Police officers from across the Pacific Islands have gathered on the Gold Coast to improve their skills in protecting children from online predators, and fighting cyber crime.
The Australian Federal Police warns as internet use in the Pacific increases, so does the risk, particularly for children.
The first cyber safety "train the trainer" course was launched on Wednesday at the Gold Coast Titans rugby league headquarters by the Australian Federal Police (AFP), the National Rugby League (NRL) and police chiefs from the Cook Islands, Niue, Samoa, Tonga and the Federated States of Micronesia.

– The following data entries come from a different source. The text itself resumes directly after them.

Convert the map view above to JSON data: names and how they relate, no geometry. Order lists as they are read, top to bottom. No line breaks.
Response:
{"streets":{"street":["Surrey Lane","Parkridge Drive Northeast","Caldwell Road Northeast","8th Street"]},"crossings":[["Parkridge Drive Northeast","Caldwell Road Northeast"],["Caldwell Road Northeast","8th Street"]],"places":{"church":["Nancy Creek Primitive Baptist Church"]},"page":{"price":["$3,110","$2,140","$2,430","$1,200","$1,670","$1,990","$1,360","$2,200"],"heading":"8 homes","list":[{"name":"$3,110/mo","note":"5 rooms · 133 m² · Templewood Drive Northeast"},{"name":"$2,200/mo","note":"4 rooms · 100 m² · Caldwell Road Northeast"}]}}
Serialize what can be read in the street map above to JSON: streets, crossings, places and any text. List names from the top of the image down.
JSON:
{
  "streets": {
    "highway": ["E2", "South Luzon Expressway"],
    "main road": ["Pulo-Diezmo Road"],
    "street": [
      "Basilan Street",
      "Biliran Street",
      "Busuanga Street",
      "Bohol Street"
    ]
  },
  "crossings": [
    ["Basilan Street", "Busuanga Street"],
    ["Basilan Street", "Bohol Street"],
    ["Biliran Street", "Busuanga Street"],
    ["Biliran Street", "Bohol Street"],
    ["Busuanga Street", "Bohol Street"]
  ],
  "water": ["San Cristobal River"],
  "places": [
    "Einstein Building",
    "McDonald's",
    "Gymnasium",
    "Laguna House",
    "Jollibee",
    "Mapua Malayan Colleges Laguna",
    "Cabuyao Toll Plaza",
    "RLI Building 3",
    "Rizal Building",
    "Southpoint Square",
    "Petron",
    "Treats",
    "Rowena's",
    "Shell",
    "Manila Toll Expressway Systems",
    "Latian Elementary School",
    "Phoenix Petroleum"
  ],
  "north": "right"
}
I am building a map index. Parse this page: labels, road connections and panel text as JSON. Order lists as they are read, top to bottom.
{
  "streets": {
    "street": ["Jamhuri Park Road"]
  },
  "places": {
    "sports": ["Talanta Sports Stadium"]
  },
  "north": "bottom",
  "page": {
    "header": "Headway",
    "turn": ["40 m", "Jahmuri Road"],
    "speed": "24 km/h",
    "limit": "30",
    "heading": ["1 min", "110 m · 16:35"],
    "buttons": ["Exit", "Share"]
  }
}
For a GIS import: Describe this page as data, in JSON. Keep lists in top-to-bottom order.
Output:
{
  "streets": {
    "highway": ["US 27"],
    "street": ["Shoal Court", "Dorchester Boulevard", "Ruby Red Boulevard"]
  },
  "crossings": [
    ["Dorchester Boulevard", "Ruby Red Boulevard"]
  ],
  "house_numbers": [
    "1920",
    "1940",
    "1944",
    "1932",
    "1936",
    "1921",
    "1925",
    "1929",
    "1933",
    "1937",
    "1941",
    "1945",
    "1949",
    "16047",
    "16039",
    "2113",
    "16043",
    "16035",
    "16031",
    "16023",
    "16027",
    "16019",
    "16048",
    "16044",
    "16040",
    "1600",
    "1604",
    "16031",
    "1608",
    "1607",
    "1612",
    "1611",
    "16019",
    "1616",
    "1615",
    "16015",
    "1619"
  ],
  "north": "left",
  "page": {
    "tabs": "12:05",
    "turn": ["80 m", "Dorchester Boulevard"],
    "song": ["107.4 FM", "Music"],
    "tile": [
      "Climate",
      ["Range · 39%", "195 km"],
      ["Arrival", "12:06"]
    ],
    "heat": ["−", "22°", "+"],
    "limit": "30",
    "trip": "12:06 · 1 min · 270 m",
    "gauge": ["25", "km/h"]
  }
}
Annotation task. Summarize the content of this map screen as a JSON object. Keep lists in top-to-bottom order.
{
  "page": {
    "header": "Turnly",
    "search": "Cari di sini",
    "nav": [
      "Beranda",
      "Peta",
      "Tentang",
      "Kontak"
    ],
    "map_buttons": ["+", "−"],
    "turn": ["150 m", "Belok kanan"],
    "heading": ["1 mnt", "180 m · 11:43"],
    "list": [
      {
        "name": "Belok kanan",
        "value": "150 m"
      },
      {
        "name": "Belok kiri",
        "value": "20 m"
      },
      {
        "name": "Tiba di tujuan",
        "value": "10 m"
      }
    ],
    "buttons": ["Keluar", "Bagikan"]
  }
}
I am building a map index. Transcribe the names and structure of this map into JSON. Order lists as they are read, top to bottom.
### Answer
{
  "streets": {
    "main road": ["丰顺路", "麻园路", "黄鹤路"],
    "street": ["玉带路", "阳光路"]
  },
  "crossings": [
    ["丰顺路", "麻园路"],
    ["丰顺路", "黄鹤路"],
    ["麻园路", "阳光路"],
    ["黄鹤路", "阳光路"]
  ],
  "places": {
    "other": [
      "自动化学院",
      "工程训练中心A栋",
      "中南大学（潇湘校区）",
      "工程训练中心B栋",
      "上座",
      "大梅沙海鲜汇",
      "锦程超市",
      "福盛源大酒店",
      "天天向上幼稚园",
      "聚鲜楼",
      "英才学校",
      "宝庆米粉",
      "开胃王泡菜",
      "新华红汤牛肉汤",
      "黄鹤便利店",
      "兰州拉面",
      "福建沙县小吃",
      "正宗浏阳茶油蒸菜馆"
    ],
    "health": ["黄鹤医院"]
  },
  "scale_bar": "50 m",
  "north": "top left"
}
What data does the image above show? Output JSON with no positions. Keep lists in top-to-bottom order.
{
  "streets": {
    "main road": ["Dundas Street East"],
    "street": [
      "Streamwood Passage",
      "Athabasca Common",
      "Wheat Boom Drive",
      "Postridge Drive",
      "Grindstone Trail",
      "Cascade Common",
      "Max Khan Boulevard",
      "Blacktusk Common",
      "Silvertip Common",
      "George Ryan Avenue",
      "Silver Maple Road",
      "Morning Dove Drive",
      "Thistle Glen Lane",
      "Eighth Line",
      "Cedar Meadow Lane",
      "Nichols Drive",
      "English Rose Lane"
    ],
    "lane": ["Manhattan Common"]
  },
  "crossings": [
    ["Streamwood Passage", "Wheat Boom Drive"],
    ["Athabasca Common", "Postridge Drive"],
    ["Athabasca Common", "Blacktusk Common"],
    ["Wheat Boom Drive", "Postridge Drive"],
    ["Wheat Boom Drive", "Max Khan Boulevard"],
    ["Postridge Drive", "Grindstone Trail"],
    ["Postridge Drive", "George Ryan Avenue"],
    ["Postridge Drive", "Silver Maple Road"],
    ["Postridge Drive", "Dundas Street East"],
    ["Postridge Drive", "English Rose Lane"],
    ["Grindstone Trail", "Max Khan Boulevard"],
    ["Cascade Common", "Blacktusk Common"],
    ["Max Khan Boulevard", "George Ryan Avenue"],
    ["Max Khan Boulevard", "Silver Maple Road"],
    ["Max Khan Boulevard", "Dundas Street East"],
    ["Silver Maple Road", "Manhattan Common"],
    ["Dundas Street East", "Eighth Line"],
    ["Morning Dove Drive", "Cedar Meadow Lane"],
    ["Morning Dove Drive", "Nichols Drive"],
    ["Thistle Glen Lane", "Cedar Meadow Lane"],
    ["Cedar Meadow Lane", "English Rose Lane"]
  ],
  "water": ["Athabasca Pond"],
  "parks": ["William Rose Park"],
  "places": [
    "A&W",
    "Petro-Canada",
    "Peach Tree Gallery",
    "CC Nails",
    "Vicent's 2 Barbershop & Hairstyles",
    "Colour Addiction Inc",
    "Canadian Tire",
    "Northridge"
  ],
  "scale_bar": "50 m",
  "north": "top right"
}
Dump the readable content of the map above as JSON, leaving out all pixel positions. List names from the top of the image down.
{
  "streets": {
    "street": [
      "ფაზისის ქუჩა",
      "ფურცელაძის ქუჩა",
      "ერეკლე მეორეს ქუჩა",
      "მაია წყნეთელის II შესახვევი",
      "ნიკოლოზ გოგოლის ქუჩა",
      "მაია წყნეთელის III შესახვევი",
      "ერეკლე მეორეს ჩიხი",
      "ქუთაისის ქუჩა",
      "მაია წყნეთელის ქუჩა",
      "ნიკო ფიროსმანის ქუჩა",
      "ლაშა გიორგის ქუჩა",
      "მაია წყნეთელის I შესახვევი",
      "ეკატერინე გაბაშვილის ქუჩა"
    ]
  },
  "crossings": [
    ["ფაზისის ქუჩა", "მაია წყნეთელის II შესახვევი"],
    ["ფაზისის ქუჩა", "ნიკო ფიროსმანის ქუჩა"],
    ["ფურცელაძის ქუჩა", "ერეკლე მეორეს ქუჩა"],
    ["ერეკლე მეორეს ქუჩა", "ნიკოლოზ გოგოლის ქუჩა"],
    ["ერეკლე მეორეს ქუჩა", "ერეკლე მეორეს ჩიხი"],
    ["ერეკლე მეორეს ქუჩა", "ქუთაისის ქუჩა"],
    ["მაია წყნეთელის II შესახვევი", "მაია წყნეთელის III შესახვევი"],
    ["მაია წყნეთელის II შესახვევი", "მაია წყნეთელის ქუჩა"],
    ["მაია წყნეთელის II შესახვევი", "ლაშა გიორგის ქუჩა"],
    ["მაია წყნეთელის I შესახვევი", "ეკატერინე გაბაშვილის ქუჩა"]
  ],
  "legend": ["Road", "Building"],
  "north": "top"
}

The course is part of the Cyber Safety Pasifika program, which will use a number of high-profile Pacific Islander NRL players to help young people understand the risks they face when they go online.
The AFP's Commander Grant Edwards says teaching children throughout the Pacific Islands about the dangers of the internet is a big job.
"Astonishingly, the Pacific area has the highest uptake penetration rates of internet usage in the world - it's approximately double the global average, sitting at about 60 per cent," he told reporters.
Commander Edwards said the Pacific is relatively untouched by cyber crime at the moment, and the new program will help prevent predators and criminals establishing a foothold in the region.
"Samoa has a phenomenal rate of internet uptake.
"Over the past 10 years their uptake has been somewhere in the vicinity of 1700 per cent - that's astounding.
"Niue has the highest rate of any country in the Pacific, and that includes Australia, at 85 per cent," he said.
Commander Edwards said the old maxim that crime follows opportunity is no truer anywhere than in the digital world.
"What we've seen in Australia in recent times is a huge increase in the number of offenders who use the internet to exploit children.
"We can't afford to underestimate the impact cyber crime has on us as a society," he said.